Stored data
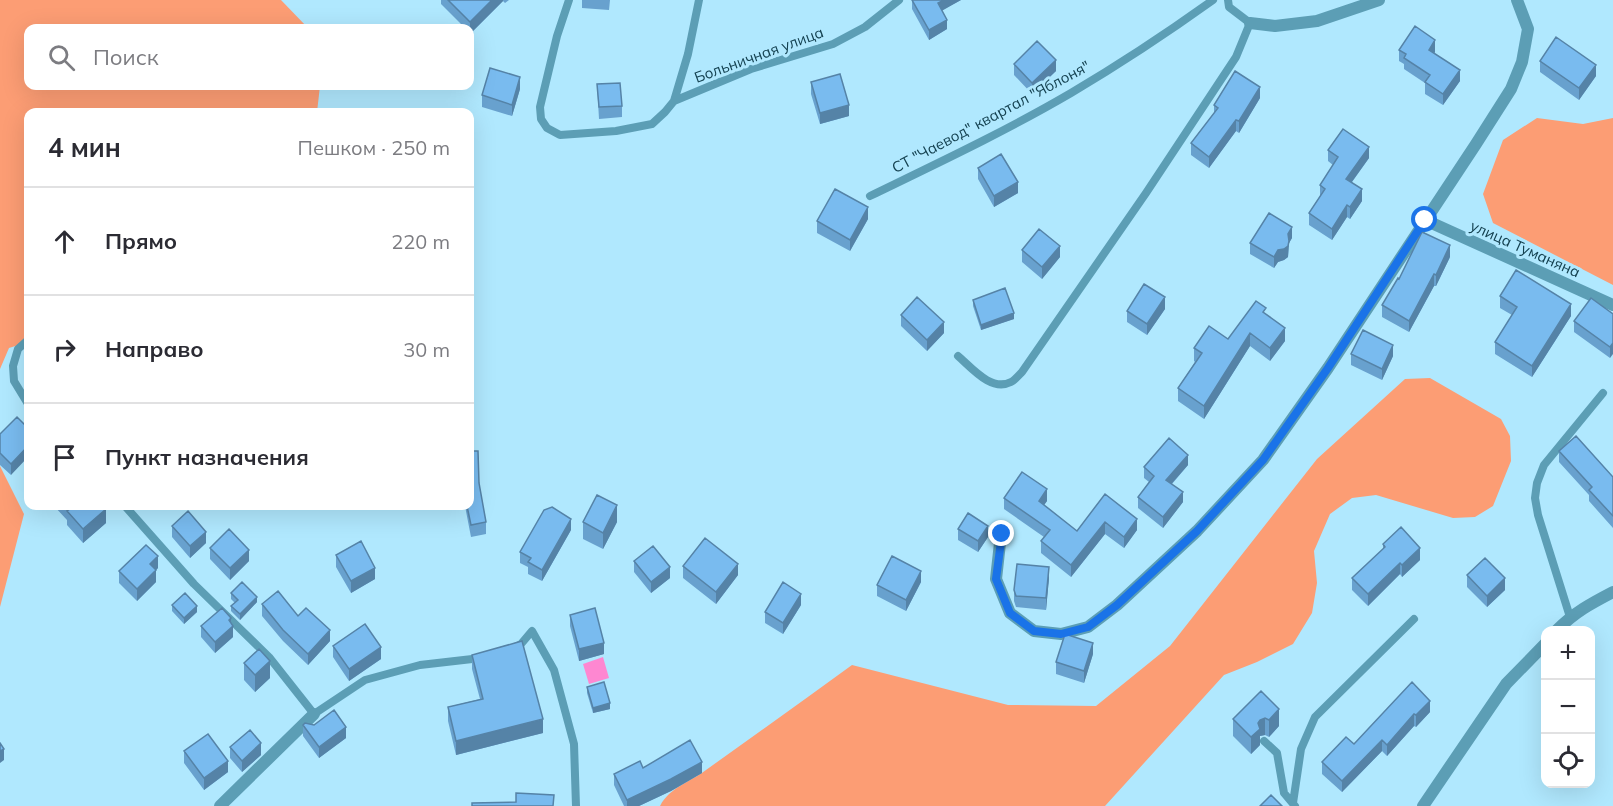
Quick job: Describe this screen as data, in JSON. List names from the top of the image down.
{
  "streets": {
    "street": ["улица Туманяна"],
    "lane": ["Больничная улица", "СТ \"Чаевод\" квартал \"Яблоня\""]
  },
  "page": {
    "search": "Поиск",
    "heading": ["4 мин", "Пешком · 250 m"],
    "list": [
      ["Прямо", "220 m"],
      ["Направо", "30 m"],
      "Пункт назначения"
    ],
    "map_buttons": ["+", "−"]
  }
}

> PROMPT
All the records need to be printed again exactly as written, though without their pictures.

> ANSWER FOR THE TASK
Quick job: Describe this screen as data, in JSON. List names from the top of the image down.
{
  "streets": {
    "street": ["улица Туманяна"],
    "lane": ["Больничная улица", "СТ \"Чаевод\" квартал \"Яблоня\""]
  },
  "page": {
    "search": "Поиск",
    "heading": ["4 мин", "Пешком · 250 m"],
    "list": [
      ["Прямо", "220 m"],
      ["Направо", "30 m"],
      "Пункт назначения"
    ],
    "map_buttons": ["+", "−"]
  }
}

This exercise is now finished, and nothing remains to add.